BEGIN Given entries

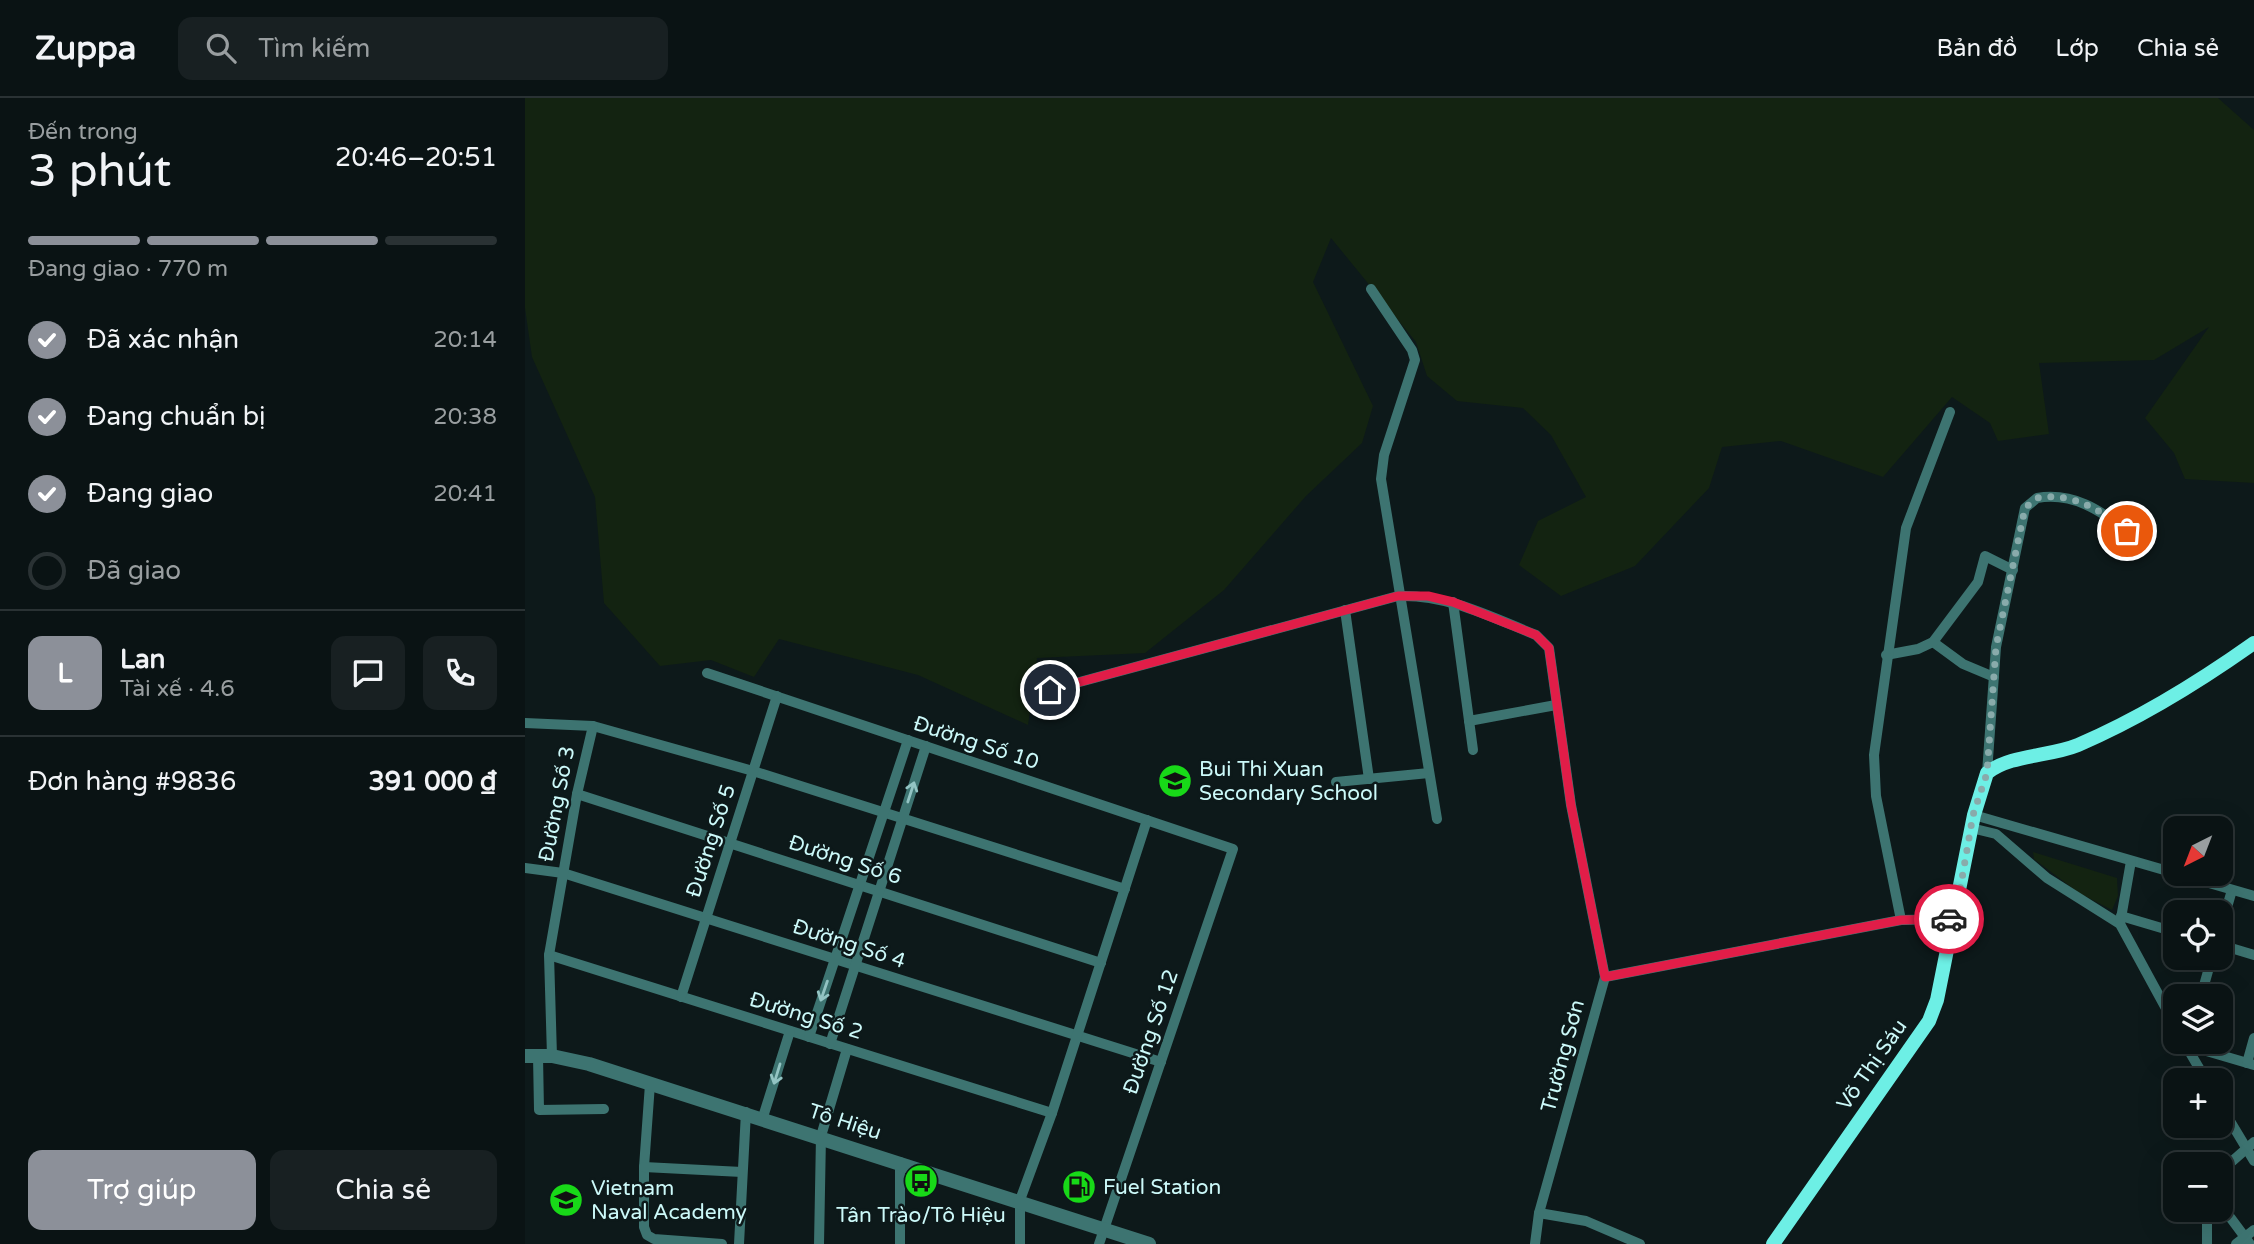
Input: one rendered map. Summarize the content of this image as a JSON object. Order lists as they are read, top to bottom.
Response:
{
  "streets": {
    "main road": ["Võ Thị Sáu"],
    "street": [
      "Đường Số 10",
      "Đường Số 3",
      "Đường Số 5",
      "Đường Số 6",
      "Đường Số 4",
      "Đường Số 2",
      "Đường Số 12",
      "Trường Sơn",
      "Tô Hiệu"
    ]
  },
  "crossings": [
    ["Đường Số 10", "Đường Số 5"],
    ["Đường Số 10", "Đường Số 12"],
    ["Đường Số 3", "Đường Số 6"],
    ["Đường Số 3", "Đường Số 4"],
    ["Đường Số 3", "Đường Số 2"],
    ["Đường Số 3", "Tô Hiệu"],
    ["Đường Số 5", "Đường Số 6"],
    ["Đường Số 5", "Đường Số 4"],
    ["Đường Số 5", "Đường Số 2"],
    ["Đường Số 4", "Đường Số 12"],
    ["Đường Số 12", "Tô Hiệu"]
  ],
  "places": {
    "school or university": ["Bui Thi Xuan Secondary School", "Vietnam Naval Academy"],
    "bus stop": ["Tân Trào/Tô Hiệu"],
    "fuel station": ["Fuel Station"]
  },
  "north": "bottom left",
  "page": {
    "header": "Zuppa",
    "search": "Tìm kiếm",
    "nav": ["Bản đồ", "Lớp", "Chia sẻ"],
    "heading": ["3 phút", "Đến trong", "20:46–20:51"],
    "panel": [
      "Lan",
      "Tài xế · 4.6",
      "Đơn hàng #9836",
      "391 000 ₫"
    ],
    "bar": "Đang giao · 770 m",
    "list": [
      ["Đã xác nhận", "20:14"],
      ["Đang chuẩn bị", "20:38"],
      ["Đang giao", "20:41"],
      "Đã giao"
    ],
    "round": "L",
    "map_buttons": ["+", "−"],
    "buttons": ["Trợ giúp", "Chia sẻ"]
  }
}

END Given entries
BEGIN Given entries

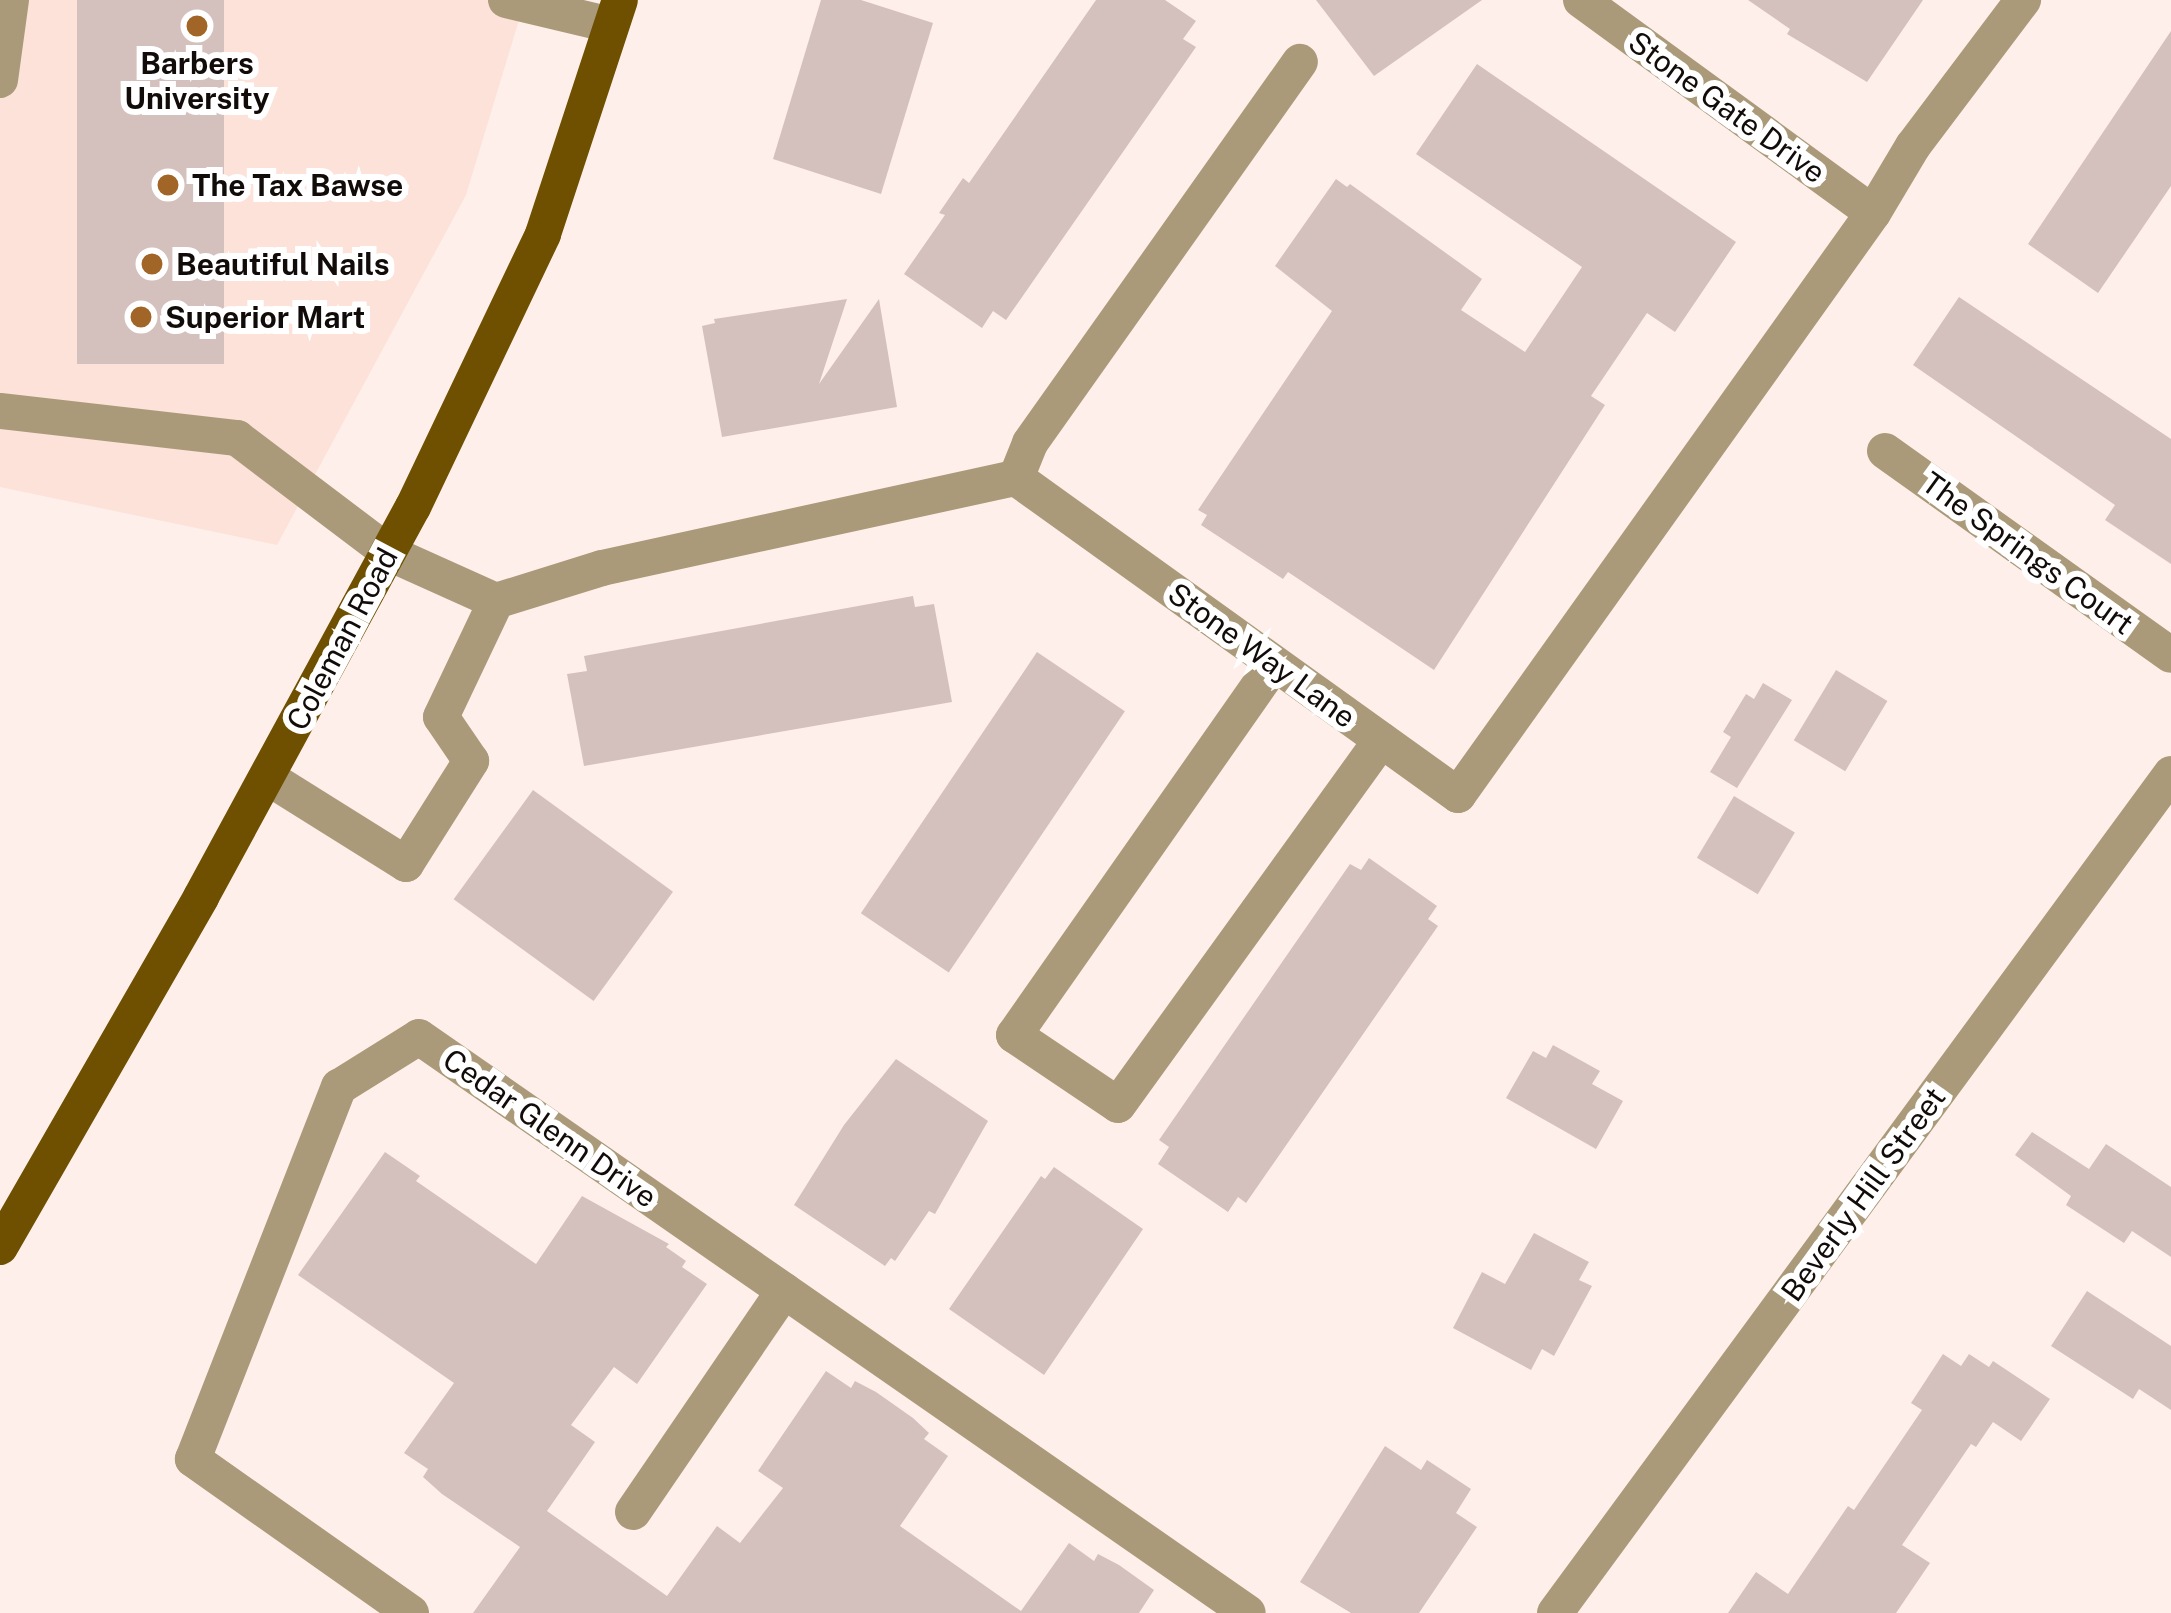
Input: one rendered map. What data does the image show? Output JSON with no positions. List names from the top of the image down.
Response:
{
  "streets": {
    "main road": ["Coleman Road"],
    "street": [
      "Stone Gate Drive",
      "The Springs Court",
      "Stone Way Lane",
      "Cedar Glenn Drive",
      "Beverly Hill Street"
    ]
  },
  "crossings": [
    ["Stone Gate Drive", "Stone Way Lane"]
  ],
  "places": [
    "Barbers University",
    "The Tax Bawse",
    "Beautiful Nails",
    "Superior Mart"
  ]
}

END Given entries

Please copy each line of the entries in which the word "image" shows up.

Answer to this problem:
Input: one rendered map. Summarize the content of this image as a JSON object. Order lists as they are read, top to bottom.
Input: one rendered map. What data does the image show? Output JSON with no positions. List names from the top of the image down.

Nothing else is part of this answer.